Malaysia's latest Covid-19 lockdown beset by policy missteps, lack of testing, say experts

Soaring numbers of cases and deaths in April forced a re-imposition of the Movement Control Order in Malaysia. PHOTO: REUTERS

KUALA LUMPUR - Too many exemptions and too little testing amid far more aggressive variants have derailed Malaysia's latest lockdown to try to control the Covid-19 pandemic, experts say.

Soaring numbers of cases and deaths in April forced a re-imposition of the movement control order (MCO) that twice previously, including in January this year, effectively curbed Covid-19 waves.

But the "MCO 3.0" imposed on May 6 followed by five weeks of what the government termed "total lockdown" - even though 17 sectors, including large swathes of manufacturing, were allowed to operate at 60 per cent capacity - has failed to repeat earlier successes.

A team of specialists who call themselves the Health and Sciences Covid-19 Advisory Group of Experts said that during the lockdown, "ground scan reveals there are challenges in policy implementation and systemic gaps".

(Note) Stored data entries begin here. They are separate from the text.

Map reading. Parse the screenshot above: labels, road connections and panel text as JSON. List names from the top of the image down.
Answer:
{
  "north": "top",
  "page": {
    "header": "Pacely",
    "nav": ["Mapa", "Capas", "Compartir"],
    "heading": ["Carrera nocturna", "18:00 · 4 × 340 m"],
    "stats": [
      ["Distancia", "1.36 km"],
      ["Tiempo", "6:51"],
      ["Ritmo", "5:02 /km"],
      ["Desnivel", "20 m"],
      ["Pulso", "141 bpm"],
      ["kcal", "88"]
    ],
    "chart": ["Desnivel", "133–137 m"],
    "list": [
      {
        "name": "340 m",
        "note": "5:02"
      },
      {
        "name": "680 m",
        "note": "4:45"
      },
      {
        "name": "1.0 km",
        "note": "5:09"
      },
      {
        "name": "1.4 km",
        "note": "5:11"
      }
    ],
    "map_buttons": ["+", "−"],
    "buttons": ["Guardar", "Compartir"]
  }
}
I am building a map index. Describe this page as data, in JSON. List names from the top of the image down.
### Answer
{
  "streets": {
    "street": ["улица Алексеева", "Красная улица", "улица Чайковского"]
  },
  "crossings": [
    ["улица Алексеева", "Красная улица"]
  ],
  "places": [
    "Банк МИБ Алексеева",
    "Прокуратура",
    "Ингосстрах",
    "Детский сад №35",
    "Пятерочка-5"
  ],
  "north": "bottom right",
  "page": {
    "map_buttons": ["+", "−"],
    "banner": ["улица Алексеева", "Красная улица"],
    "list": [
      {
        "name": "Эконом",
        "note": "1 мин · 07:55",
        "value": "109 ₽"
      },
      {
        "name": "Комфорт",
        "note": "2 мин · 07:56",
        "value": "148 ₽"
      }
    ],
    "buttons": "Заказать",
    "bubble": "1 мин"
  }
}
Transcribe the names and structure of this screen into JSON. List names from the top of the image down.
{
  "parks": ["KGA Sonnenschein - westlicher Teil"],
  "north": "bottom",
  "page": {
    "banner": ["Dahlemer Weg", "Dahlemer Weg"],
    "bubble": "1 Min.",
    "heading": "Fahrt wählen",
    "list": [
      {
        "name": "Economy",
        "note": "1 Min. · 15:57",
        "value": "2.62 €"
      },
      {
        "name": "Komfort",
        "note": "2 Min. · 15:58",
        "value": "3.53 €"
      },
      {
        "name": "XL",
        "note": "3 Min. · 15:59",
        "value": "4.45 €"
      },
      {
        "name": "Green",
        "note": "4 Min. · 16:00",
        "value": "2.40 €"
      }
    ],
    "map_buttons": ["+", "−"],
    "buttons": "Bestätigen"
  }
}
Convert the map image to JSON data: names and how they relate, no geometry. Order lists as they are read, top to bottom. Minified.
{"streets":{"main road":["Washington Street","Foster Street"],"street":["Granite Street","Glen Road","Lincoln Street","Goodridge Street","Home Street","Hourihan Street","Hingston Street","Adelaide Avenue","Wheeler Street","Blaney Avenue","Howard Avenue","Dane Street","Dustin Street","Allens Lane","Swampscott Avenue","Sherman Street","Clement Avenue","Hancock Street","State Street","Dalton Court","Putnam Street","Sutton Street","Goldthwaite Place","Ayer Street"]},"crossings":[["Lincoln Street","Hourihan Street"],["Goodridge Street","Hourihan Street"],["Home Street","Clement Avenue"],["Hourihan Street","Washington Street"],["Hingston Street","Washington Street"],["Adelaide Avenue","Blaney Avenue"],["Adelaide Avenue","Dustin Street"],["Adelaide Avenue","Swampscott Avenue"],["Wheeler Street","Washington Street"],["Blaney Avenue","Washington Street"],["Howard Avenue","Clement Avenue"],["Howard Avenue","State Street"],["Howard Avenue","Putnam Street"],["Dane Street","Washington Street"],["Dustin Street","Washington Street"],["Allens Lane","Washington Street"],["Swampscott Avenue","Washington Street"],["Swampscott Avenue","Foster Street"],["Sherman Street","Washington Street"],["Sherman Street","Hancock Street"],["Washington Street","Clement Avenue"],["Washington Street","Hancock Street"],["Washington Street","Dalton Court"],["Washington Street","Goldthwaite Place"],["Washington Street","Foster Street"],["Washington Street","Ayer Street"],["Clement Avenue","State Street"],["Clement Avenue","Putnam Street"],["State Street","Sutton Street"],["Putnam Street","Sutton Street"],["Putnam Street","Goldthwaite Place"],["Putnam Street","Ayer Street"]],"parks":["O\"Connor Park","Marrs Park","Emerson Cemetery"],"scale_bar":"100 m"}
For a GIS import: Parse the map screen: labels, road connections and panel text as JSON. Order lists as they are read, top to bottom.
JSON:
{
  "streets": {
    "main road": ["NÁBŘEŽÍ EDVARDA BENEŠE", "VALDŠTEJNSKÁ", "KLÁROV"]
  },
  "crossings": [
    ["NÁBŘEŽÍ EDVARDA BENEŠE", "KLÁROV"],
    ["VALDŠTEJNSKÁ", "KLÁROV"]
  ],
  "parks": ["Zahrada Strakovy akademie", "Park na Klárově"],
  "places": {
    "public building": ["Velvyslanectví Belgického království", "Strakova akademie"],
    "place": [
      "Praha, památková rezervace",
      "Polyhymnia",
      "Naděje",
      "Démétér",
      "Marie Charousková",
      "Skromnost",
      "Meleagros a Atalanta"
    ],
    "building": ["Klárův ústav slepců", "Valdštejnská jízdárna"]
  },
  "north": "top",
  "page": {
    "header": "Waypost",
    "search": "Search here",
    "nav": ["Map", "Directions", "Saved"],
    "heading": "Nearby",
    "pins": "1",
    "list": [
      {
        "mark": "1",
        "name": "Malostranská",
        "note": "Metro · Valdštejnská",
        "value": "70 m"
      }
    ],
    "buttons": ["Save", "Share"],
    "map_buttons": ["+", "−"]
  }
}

Chaired by former health director-general Abu Bakar Suleiman and representatives from Malaysia's top medical associations, the group stressed the need for "effective, efficient, and inclusive vaccine roll-out" and "automation and digital Find, Test, Trace, Isolate and Support (FTTIS)".

When the MCO began in early May, daily infections averaged below 4,000 and deaths below 20.

These figures rose to around 7,600 new cases and 70 deaths a day when the lockdown started on June 1.

Today, the daily averages are still more than 6,300 cases and nearly 80 deaths.

But it is likely that the true extent of the pandemic is far grimmer.

At no point since MCO 3.0 was extended nationwide on May 12, did the average positive rate in testing - the percentage of all tests that returned positive for Covid-19 - drop below the World Health Organisation's 5 per cent benchmark.

The average positive rate spiked to a high of more than 8 per cent at the beginning of last week.

This implies that not enough testing is being done to monitor the outbreak.

Early this year, the Ministry of Health (MOH) reduced the level of contact tracing and only tested symptomatic close contacts.

For clusters, only 20 samples were taken if the number at risk was less than 50. For larger exposures, 30 samples or 10 per cent, whichever was lower, was deemed sufficient.

"Very specific recommendations and key performance indicators of the FTTIS have been forwarded to the Ministry of Health," said opposition coalition Pakatan Harapan's health committee on Monday (July 5), referring to its own proposal as well as those from various quarters.

"They have adamantly refused to transform their FTTIS policy and it is business as usual. The nation is paying a dear price for their folly."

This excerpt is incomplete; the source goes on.